Porque quizás lo que pretendían que hiciera David, o cualquiera, es que se casara con veintitres años, tuviera hijos con veinticinco, pagara coche e hipoteca hasta los sesenta, se amargara día tras día en un trabajo odiado, aguantara a una pareja que nunca comprendió, viera el fútbol los fines de semana con amigos que no son amigos, y soportara las tonterías de la familia con discutible dignidad.  Exactamente lo que ellos están haciendo.

Ajuste de cuentas.


Hay cosas que se deben decir.  Ese es el principio que sigo a la hora de afrontar este espacio donde voy a ir incluyendo distintos textos, que no son sino ideas que siempre estuvieron ahí, en mi cabeza, fruto de mis sueños y de mis frustraciones.  Hay cosas que no se deben callar, y de las que deben quedar constancia.  Palabras que deben permanecer, no para dar una falsa sensación de importancia ni grandilocuencia, no para parecer más interesante ni porque crea que mi verdad es más verdad que otra. 

Como escritor, cada proyecto que asumo tiene una finalidad, o varias.  Muchos de ellos se quisieron afrontar después con otros formatos, como el cine, el teatro o la ópera; los hay que intentaron instruir; otros, sencillamente, quisieron compartir aficiones, gustos, aprendizajes; algunos sólo quisieron plasmar un sentimiento, una sensación; pero los que ahora me conciernen quizás no cumplan ninguno de esos objetivos.  Quizás, siquiera, no conciernan a nadie más.  Son palabras que quiero dejar ahí, por si alguien, alguna vez, quiere leerlas, compartirlas. 

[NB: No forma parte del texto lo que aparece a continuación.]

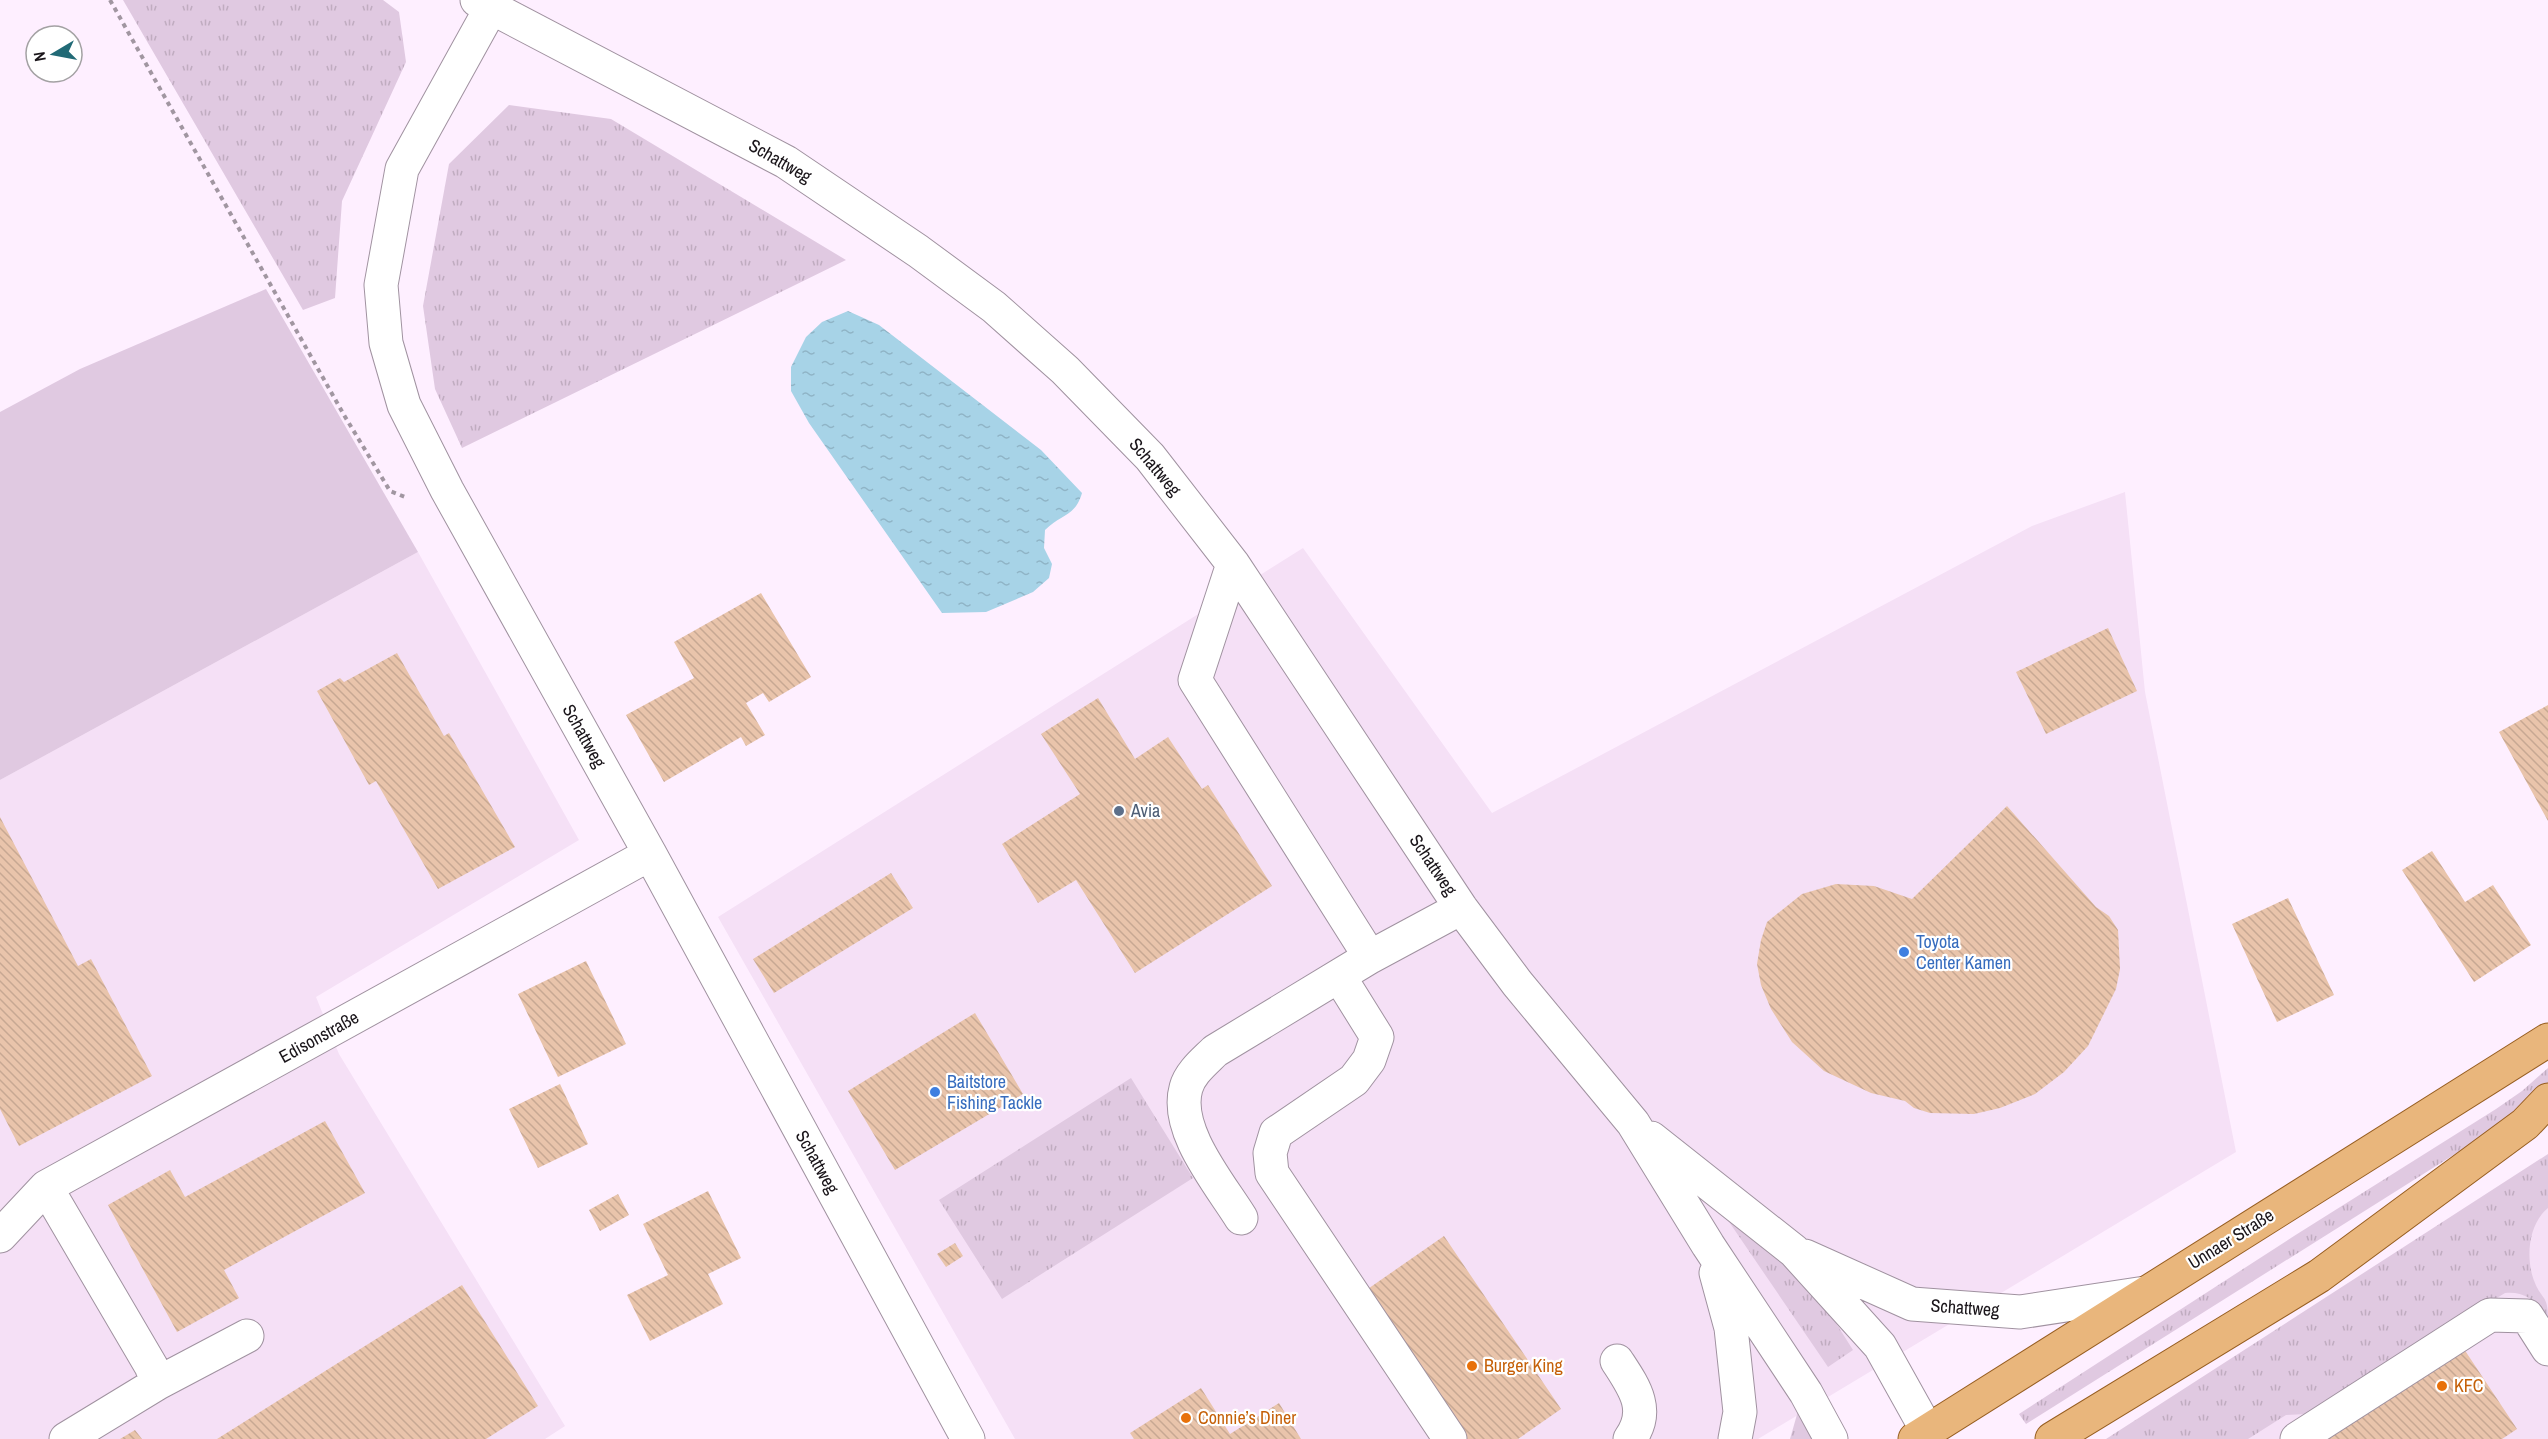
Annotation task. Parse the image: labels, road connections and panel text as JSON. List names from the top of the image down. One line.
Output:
{"streets":{"main road":["Unnaer Straße"],"street":["Schattweg","Edisonstraße"]},"crossings":[["Schattweg","Edisonstraße"],["Schattweg","Unnaer Straße"]],"places":["Avia","Toyota Center Kamen","Baitstore Fishing Tackle","Burger King","KFC","Connie’s Diner"],"north":"left"}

Pero es falso eso que algunos escritores dicen sobre las palabras que nadie lee.  Esos escritos que se hacen sin la pretensión de que nadie los lea.  Todo el mundo escribe para alguien, siempre.  Yo también, claro.  Y con estos textos no pretendo caer mejor ni peor, no pretendo ganarme la amistad de nadie, ni la compasión, ni el perdón.  No pretendo dejar una imagen distinta a la que haya dejado con otros trabajos.  Si cree que es así, por favor, deje de leer.

Aclarado todo esto, por otra parte algo innecesario, concluyo este breve prólogo.